Чтобы закончить этот неприятный разговор, Эльвира решительно сказала:
– Хорошо. Мы завтра распишемся с Дмитрием в совете. Это вам подходит?
– Да, да. Правильно. Хоть где-нибудь зарегистрируйте брак, лишь бы по закону. А я завтра позову соседей, и мы сообщим им об этом, они вас от всей души поздравят, и проведем если не настоящую свадьбу, то свадебный вечер.
После этого решения пошли спать. Уже в постели Эльвира сказала Барду:
– Никуда не денешься от этой регистрации. Мы и без всяких бумажек – муж и жена. Но, сам видишь, какие у них взгляды – устаревшие. Завтра все оформим, как они говорят, по закону. Хорошо?

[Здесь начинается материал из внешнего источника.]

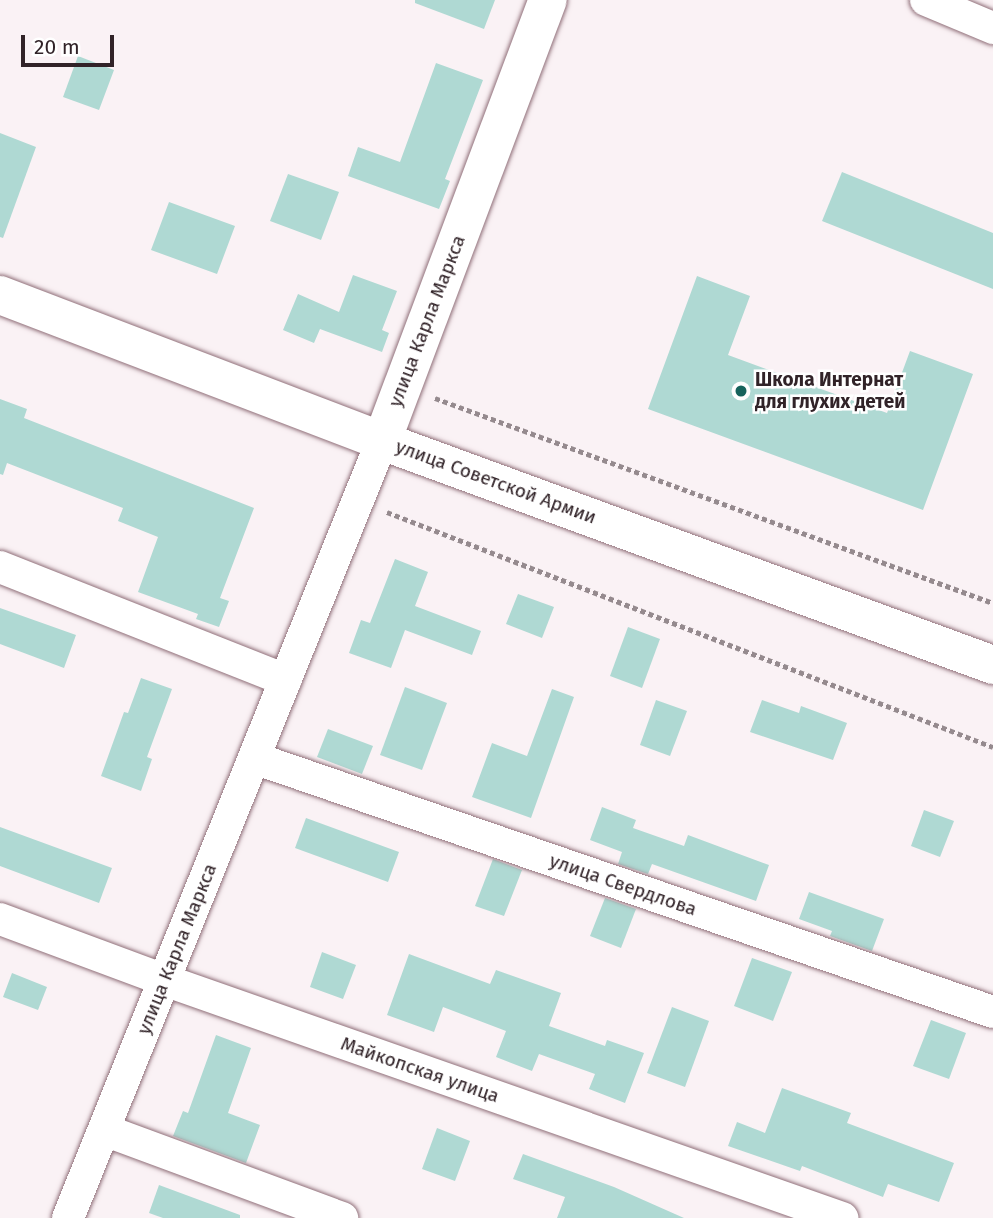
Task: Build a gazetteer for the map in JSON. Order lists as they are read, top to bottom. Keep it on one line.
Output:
{"streets":{"main road":["улица Карла Маркса","улица Советской Армии"],"street":["улица Свердлова","Майкопская улица"]},"crossings":[["улица Карла Маркса","улица Советской Армии"],["улица Карла Маркса","улица Свердлова"],["улица Карла Маркса","Майкопская улица"]],"places":["Школа Интернат для глухих детей"],"scale_bar":"20 m"}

– Да, конечно, – согласился Бард.
Он обнял ее и поцеловал, зарылся лицом в ее волосы:
– Я люблю тебя, слышишь?
– Слышу. И я тебя.
А в другой комнате, также в постели, довольный Дувид шепотом говорил Енте:
– Я так мечтаю о внуках. А то старших внуков не видел, не разговаривал. Я им чужой дед, там у них есть свой дед, родной. А это будет свой внук, будет знать меня с детства.
– Дувид, – укоризненно ответила ему Ента, – когда ты перестанешь быть ребенком и бросишь мечтать. Лучше подумай, какие завтра сделать покупки и кого пригласить.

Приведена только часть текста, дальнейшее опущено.